The January 4 issue came out during an off week while the Cowboys were preparing for their divisional round matchup with the Rams. The 1985 season began with a thorough beating of the Redskins. However, the team was destroyed by the Bears and Bengals later in the season, and the team did not ensure its trip to the playoffs until the team beat the Giants in week 15.
Dorsett: Still a Premier Running Back
According to a poll run in Sporting News, Tony Dorsett was still considered one of the game’s premier running backs. However, he only finished fifth, following Walter Payton, Roger Craig, Marcus Allen, and James Wilder.

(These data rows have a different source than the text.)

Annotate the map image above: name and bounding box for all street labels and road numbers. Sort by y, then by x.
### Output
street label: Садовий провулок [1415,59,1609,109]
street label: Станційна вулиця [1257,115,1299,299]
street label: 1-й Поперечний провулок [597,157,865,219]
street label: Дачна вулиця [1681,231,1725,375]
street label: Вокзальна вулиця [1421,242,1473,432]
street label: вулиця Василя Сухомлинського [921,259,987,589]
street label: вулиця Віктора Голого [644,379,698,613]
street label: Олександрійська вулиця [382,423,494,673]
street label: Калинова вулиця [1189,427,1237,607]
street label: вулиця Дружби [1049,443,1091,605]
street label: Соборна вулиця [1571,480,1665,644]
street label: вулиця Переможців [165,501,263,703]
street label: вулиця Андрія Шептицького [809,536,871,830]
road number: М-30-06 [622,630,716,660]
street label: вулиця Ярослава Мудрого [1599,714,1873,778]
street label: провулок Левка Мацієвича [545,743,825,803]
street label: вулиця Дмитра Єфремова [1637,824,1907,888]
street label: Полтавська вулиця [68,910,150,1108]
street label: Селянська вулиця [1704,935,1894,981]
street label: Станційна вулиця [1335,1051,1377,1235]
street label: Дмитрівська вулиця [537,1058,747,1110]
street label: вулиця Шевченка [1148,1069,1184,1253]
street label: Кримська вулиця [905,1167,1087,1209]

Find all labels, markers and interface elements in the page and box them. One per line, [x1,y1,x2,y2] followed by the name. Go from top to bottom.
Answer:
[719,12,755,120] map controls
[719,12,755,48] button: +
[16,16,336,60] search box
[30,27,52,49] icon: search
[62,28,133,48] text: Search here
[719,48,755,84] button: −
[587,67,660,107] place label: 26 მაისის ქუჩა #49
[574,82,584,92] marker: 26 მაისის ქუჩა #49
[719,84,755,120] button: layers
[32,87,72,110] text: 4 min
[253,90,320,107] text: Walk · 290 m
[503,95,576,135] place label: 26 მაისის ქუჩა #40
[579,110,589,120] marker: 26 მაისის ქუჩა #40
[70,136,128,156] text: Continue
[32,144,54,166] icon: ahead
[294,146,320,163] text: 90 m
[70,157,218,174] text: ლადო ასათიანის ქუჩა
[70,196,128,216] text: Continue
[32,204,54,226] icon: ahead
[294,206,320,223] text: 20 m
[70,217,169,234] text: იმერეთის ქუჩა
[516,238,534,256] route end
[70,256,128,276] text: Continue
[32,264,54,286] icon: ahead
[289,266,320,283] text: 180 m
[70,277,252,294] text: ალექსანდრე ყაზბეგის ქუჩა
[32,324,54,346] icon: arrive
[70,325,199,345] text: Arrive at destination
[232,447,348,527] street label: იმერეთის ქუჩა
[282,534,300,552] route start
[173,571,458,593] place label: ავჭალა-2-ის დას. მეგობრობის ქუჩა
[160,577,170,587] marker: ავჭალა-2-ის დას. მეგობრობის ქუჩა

Cowboys Had a Long History of Success in the Divisional Round
The Cowboys had good reason to like their chances in the divisional round of the playoffs. Between 1970 and 1981, the Cowboys appeared in the divisional round 11 times and had a record of 9-2.
The negative? The two losses were to the Rams (1976 and 1979).
Danny White Suffers Through Injuries
QB Danny White suffered through more injuries in 1985 than he had in any other season. Those injuries: (1) a sprained right hand; (2) a fractured rib; (3) a bruised rib; (4) a concussion; (5) a neck sprain; (6) a bruised left shoulder; (7) separated rib cartilage; and (8) a sprained left ankle.
On the Cover: Rafael Septien
Rafael Septien appeared on the cover of the January 4 issue, and at that point, he was largely considered as the team’s best kicker of all-time. This was before his arrest for indecency with a minor, which cost him his career.
In the piece on January 4, Septien said he gave up a career in acting to become an NFL kicker.
What images do we remember about Roger Staubach?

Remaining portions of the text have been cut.